Task inputs ::
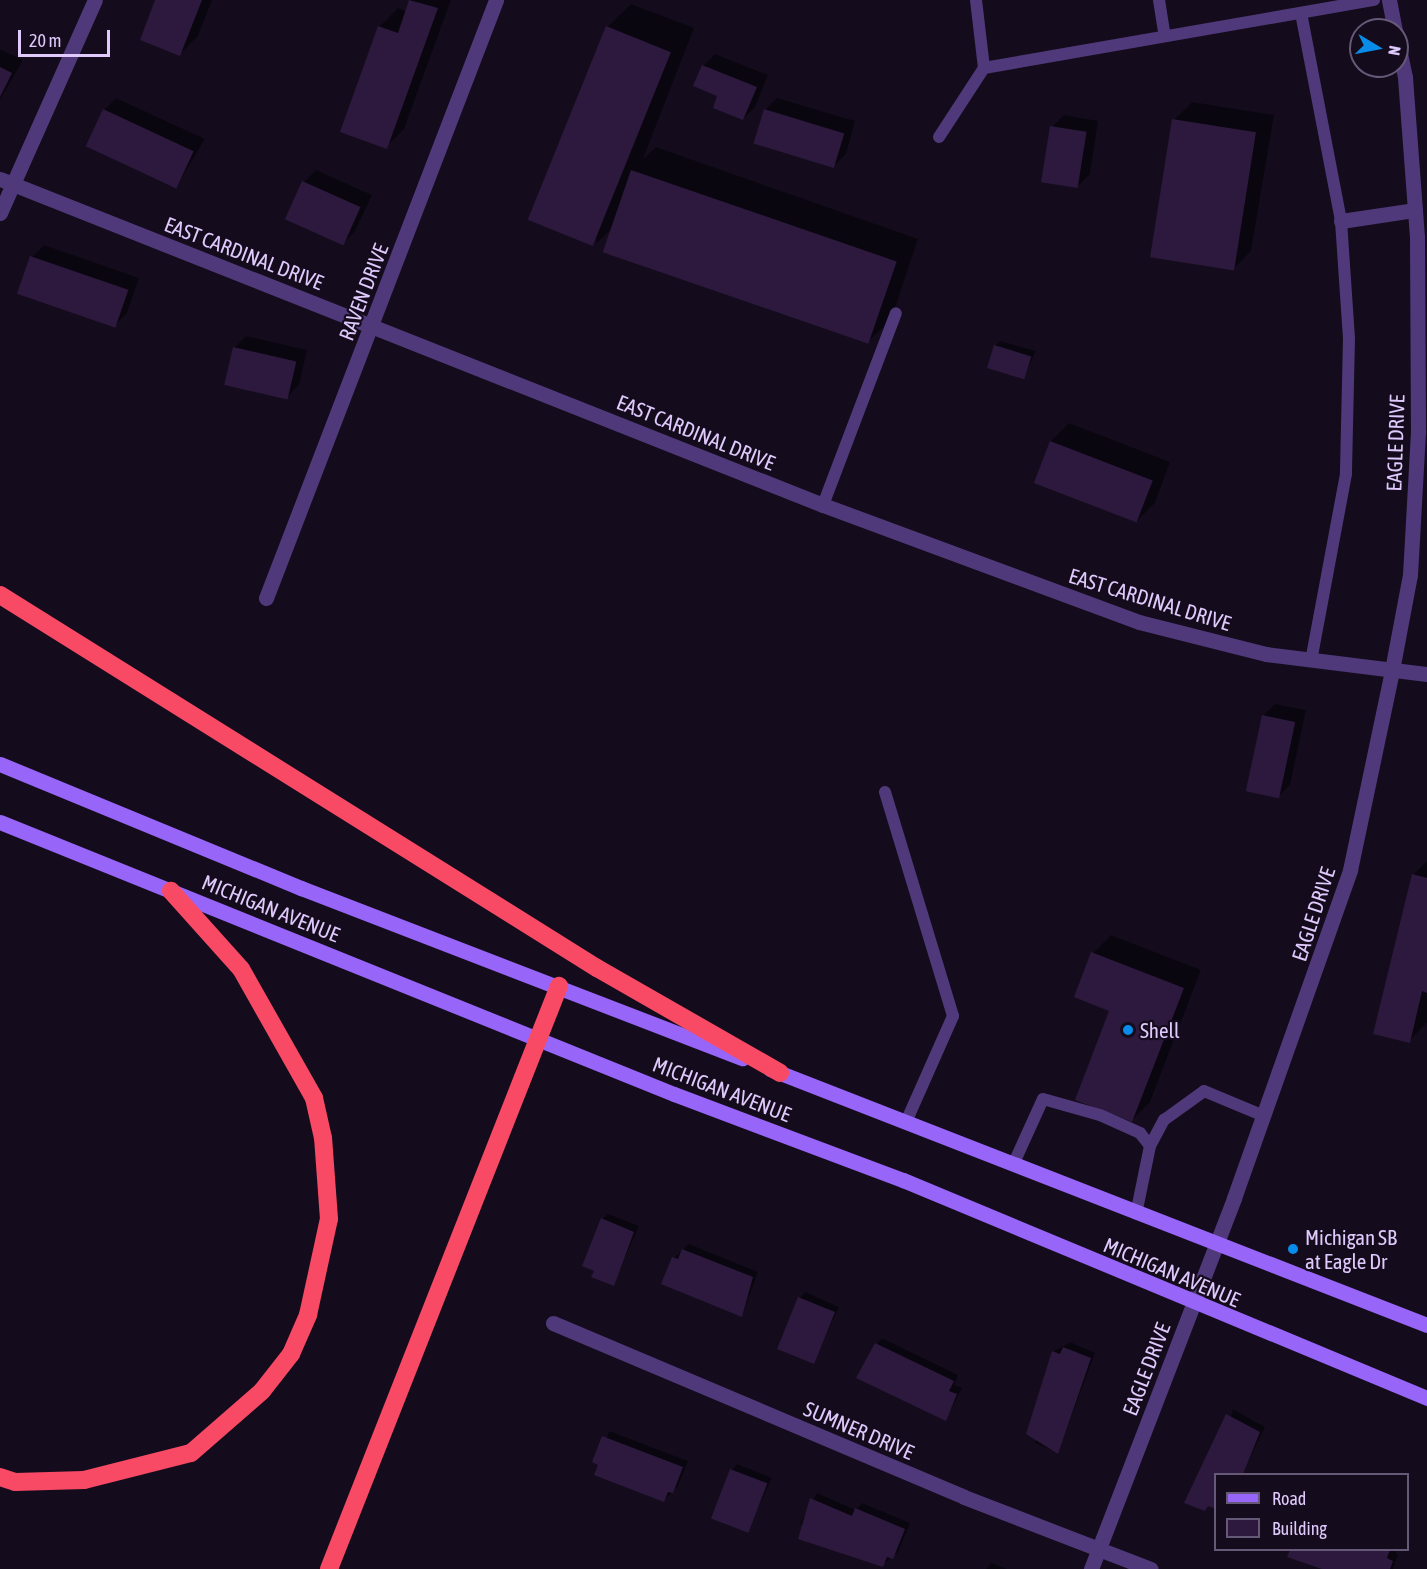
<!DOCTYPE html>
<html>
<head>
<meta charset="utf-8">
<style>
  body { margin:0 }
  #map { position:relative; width:1427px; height:1569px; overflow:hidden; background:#140c1d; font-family:"Asap Condensed",sans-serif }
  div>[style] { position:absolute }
  .shadow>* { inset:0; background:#0007 }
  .building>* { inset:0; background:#2c193d; transform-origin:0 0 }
  .service>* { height:12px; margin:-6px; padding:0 6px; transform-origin:6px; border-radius:6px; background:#50397a }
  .minor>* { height:15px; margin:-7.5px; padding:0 7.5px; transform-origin:7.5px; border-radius:7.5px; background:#50397a }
  .secondary>* { height:15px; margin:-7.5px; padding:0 7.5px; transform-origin:7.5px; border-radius:7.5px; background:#9865f9 }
  .motorway>* { height:18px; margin:-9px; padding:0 9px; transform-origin:9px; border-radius:9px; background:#f84a65 }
  .dots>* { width:16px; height:16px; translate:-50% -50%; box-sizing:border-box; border:3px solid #140c1d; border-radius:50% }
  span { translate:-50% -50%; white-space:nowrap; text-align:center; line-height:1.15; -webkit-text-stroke:4.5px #140c1d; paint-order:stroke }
  .street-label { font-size:21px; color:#e0cafd }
  .poi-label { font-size:21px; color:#e0cafd }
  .left { translate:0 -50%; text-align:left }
  .legend { position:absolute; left:1214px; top:1473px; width:195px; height:78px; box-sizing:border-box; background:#140c1d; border:2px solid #665877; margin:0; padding:8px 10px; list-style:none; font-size:18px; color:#e0cafd }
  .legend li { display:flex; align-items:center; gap:12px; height:30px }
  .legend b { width:30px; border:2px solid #665877 }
  .north { position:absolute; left:1349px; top:18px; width:60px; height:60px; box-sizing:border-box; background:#140c1d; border:2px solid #665877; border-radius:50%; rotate:100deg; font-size:16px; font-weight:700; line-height:24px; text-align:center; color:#e0cafd }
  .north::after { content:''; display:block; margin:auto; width:21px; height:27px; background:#098bea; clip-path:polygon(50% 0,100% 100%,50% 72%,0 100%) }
  .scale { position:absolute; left:18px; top:30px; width:92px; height:27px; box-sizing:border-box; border:3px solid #e0cafd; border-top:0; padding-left:8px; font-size:18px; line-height:21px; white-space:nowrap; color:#e0cafd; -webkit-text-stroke:4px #140c1d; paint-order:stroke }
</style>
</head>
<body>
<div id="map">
  <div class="shadow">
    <div style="clip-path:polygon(157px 0,212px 0,198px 36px,180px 54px)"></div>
    <div style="clip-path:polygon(411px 0,451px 0,404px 129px,386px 147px,342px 131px,380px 26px,398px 8px,407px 12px)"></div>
    <div style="clip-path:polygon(631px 4px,694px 28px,643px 159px,656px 147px,918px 239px,891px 320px,867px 343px,612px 228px,596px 244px,607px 27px)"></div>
    <div style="clip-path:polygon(0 49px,23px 60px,0 100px)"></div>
    <div style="clip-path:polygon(715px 54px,768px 75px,755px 107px,743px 119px,719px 95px,703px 66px)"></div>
    <div style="clip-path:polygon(116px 98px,205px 139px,177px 186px,104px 110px)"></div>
    <div style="clip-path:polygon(777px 98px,855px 121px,846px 154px,834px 166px,765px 110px)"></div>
    <div style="clip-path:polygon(1192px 102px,1274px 115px,1251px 251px,1233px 269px,1174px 120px)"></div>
    <div style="clip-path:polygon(1064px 115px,1098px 121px,1090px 174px,1078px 186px,1052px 127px)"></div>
    <div style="clip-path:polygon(316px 170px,372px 195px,355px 231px,344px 243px,304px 182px)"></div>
    <div style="clip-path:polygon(44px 245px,139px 278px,127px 313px,115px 325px,32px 257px)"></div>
    <div style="clip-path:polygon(246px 336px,307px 350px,299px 385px,287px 397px,234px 348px)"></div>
    <div style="clip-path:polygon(1000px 341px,1036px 351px,1024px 376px,995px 346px)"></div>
    <div style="clip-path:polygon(1069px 423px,1170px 462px,1155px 503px,1137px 521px,1036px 482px,1051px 441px)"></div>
    <div style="clip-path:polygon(1275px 704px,1306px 710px,1290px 785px,1278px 797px,1263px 716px)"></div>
    <div style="clip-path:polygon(1427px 861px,1427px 1023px,1409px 1041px,1413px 875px)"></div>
    <div style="clip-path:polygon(1111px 935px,1201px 970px,1150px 1102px,1132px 1120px,1111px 1010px,1076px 996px,1093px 953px)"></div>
    <div style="clip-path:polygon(608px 1214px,639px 1226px,613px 1285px,602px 1219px)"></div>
    <div style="clip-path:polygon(689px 1244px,758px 1272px,742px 1316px,674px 1258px)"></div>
    <div style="clip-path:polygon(805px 1292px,839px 1307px,815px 1359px,800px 1298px)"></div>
    <div style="clip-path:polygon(882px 1338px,958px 1375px,954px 1385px,962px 1388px,946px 1419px,877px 1344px)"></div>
    <div style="clip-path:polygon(1070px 1342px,1095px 1353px,1058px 1453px,1035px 1443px,1053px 1352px)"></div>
    <div style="clip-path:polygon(1233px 1409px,1265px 1427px,1242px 1474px,1216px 1474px,1205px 1510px)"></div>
    <div style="clip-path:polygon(609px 1431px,688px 1461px,678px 1486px,664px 1500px,600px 1464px)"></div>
    <div style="clip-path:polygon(737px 1464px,772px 1478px,747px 1531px,732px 1470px)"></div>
    <div style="clip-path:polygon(817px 1493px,856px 1510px,862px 1503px,910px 1523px,898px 1552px,882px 1565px,800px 1524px)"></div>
    <div style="clip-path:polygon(1292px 1550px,1393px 1550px,1398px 1555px,1393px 1569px,1331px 1569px,1289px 1556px)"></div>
    <div style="clip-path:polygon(991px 1563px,1007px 1569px,986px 1569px)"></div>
  </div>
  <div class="building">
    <div style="clip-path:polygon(155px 0,202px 0,180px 56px,140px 40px)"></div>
    <div style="clip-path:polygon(409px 0,438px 8px,387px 149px,340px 132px,378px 26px,398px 33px)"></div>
    <div style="left:606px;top:26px;width:70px;height:209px;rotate:22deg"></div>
    <div style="clip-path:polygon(702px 65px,757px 87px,743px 120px,713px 108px,717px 96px,693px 86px)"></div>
    <div style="clip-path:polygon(0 67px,12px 73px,0 97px)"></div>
    <div style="left:103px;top:109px;width:100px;height:41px;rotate:25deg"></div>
    <div style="left:764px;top:109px;width:84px;height:36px;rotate:17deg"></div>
    <div style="left:1172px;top:119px;width:85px;height:140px;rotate:9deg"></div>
    <div style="left:1050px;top:126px;width:37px;height:57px;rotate:9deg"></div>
    <div style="left:631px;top:170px;width:281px;height:87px;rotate:19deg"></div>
    <div style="left:302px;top:181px;width:64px;height:42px;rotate:24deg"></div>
    <div style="left:30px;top:256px;width:104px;height:40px;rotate:19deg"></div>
    <div style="left:994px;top:345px;width:39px;height:24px;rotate:17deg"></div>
    <div style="left:233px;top:347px;width:65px;height:39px;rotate:13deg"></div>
    <div style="left:1050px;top:441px;width:110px;height:45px;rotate:21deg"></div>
    <div style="left:1262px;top:715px;width:34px;height:78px;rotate:12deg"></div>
    <div style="clip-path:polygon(1412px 874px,1427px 878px,1427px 993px,1422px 991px,1410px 1043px,1373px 1034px)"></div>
    <div style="clip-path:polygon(1091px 952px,1184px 988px,1132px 1122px,1075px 1100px,1109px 1011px,1074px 997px)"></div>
    <div style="clip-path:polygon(601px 1218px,634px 1232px,614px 1286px,591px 1277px,594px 1271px,582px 1266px)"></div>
    <div style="clip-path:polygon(682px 1249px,753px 1277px,742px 1317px,661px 1284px,672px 1257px,678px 1259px)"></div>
    <div style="left:798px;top:1297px;width:40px;height:56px;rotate:22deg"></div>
    <div style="clip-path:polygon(875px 1343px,954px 1381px,949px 1391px,957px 1394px,946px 1421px,856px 1378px)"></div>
    <div style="clip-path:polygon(1063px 1347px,1091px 1358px,1058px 1454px,1026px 1434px,1052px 1351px,1060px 1354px)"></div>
    <div style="clip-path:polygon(1226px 1414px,1260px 1432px,1243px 1474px,1216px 1474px,1216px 1509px,1208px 1506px,1205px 1511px,1184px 1503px)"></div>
    <div style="clip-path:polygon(602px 1436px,683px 1467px,673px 1493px,668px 1492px,664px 1502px,594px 1475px,598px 1465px,592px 1462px)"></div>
    <div style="left:730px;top:1469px;width:40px;height:53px;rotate:21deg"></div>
    <div style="clip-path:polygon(810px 1498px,852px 1516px,855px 1508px,905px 1529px,893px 1559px,887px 1557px,883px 1567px,798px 1539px)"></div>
    <div style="clip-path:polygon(1290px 1550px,1390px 1550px,1387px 1558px,1393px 1561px,1390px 1569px,1322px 1569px,1287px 1557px)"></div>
  </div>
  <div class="service">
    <div style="left:1159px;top:0;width:36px;rotate:81deg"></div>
    <div style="left:1301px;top:13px;width:212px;rotate:79.1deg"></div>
    <div style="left:1341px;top:221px;width:117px;rotate:86.1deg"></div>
    <div style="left:1349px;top:338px;width:136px;rotate:91.3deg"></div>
    <div style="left:1346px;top:474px;width:190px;rotate:100.6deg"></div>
    <div style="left:984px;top:68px;width:396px;rotate:-9.9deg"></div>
    <div style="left:939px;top:137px;width:82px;rotate:-56.9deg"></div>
    <div style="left:984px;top:68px;width:68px;rotate:-96.7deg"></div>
    <div style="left:823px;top:505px;width:205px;rotate:-69.2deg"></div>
    <div style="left:885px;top:792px;width:234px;rotate:73.1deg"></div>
    <div style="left:953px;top:1016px;width:116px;rotate:113.9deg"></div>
    <div style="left:1150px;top:1146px;width:30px;rotate:-62deg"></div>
    <div style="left:1164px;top:1120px;width:49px;rotate:-35.9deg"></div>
    <div style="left:1204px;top:1091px;width:65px;rotate:22.6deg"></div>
    <div style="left:1013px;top:1165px;width:72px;rotate:-65.6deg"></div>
    <div style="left:1043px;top:1099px;width:59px;rotate:15.7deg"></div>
    <div style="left:1100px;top:1115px;width:44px;rotate:24.2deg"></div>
    <div style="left:1140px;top:1133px;width:16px;rotate:52deg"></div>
    <div style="left:1150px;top:1146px;width:69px;rotate:101.6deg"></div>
  </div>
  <div class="minor">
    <div style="left:1389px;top:0;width:31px;rotate:79deg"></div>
    <div style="left:0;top:179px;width:885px;rotate:21.61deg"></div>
    <div style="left:823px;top:505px;width:337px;rotate:20.3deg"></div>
    <div style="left:1139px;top:622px;width:131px;rotate:14.1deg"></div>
    <div style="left:1266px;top:654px;width:162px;rotate:7.1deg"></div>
    <div style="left:0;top:213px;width:233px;rotate:-66deg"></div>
    <div style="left:1341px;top:221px;width:75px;rotate:-8.5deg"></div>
    <div style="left:266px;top:598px;width:641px;rotate:-68.96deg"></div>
    <div style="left:553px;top:1323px;width:446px;rotate:22.9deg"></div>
    <div style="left:964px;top:1497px;width:200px;rotate:21.1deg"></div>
    <div style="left:1091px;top:1569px;width:398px;rotate:-68.9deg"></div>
    <div style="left:1234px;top:1198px;width:348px;rotate:-70.5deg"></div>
    <div style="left:1350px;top:870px;width:204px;rotate:-78.1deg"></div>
    <div style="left:1392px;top:670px;width:97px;rotate:-79.3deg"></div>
    <div style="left:1410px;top:575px;width:145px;rotate:-86.8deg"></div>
    <div style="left:1418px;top:430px;width:193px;rotate:-90.3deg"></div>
    <div style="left:1417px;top:237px;width:160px;rotate:-94.3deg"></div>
    <div style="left:1405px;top:77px;width:39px;rotate:-102deg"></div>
  </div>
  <div class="secondary">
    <div style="left:0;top:764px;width:326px;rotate:22.4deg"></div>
    <div style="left:301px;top:888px;width:473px;rotate:21.1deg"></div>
    <div style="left:0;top:822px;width:727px;rotate:21.98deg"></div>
    <div style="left:674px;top:1094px;width:245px;rotate:20.6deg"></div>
    <div style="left:903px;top:1180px;width:568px;rotate:22.59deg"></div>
    <div style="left:770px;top:1069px;width:705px;rotate:21.29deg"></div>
  </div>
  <div class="motorway">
    <div style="left:0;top:595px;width:704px;rotate:32deg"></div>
    <div style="left:597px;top:968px;width:211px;rotate:29.8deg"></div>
    <div style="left:0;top:1477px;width:16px;rotate:18deg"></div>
    <div style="left:15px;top:1482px;width:69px;rotate:-1.7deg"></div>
    <div style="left:84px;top:1480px;width:110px;rotate:-14.2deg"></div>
    <div style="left:191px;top:1453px;width:94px;rotate:-41.1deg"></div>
    <div style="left:262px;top:1391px;width:47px;rotate:-51.9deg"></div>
    <div style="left:291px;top:1354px;width:43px;rotate:-66.4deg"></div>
    <div style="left:308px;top:1315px;width:98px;rotate:-77.7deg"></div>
    <div style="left:329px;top:1219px;width:81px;rotate:-94.2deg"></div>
    <div style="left:323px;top:1138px;width:41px;rotate:-102.7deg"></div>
    <div style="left:314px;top:1098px;width:148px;rotate:-119.5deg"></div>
    <div style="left:241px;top:969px;width:105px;rotate:-131.9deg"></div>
    <div style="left:329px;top:1569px;width:627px;rotate:-68.47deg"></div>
  </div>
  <div class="dots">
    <div style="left:1128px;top:1030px;background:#098bea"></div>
    <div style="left:1293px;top:1249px;background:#098bea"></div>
  </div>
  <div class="street-label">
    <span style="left:244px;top:253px;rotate:21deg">EAST CARDINAL DRIVE</span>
    <span style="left:363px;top:292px;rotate:-69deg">RAVEN DRIVE</span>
    <span style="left:696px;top:432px;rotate:22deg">EAST CARDINAL DRIVE</span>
    <span style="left:1395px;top:443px;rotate:-88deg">EAGLE DRIVE</span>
    <span style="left:1150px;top:599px;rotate:17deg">EAST CARDINAL DRIVE</span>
    <span style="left:271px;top:908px;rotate:22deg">MICHIGAN AVENUE</span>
    <span style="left:1313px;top:914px;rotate:-72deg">EAGLE DRIVE</span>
    <span style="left:722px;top:1089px;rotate:21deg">MICHIGAN AVENUE</span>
    <span style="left:1172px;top:1272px;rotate:23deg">MICHIGAN AVENUE</span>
    <span style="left:1146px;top:1369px;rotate:-69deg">EAGLE DRIVE</span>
    <span style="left:859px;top:1430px;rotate:23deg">SUMNER DRIVE</span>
  </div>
  <div class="poi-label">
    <span class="left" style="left:1140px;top:1030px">Shell</span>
    <span class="left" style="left:1305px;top:1249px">Michigan SB<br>at Eagle Dr</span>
  </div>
  <ul class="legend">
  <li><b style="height:8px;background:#9865f9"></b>Road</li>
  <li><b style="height:16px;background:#2c193d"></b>Building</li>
  </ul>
  <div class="north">N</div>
  <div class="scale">20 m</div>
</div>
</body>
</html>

What needs to be done ::
Begin at the first line of the entries above and return each line exactly, stopping after the line that contains "height:12px; margin:-6px; padding:0". Pictures do not belong in the copy.

Exercise response ::
<!DOCTYPE html>
<html>
<head>
<meta charset="utf-8">
<style>
  body { margin:0 }
  #map { position:relative; width:1427px; height:1569px; overflow:hidden; background:#140c1d; font-family:"Asap Condensed",sans-serif }
  div>[style] { position:absolute }
  .shadow>* { inset:0; background:#0007 }
  .building>* { inset:0; background:#2c193d; transform-origin:0 0 }
  .service>* { height:12px; margin:-6px; padding:0 6px; transform-origin:6px; border-radius:6px; background:#50397a }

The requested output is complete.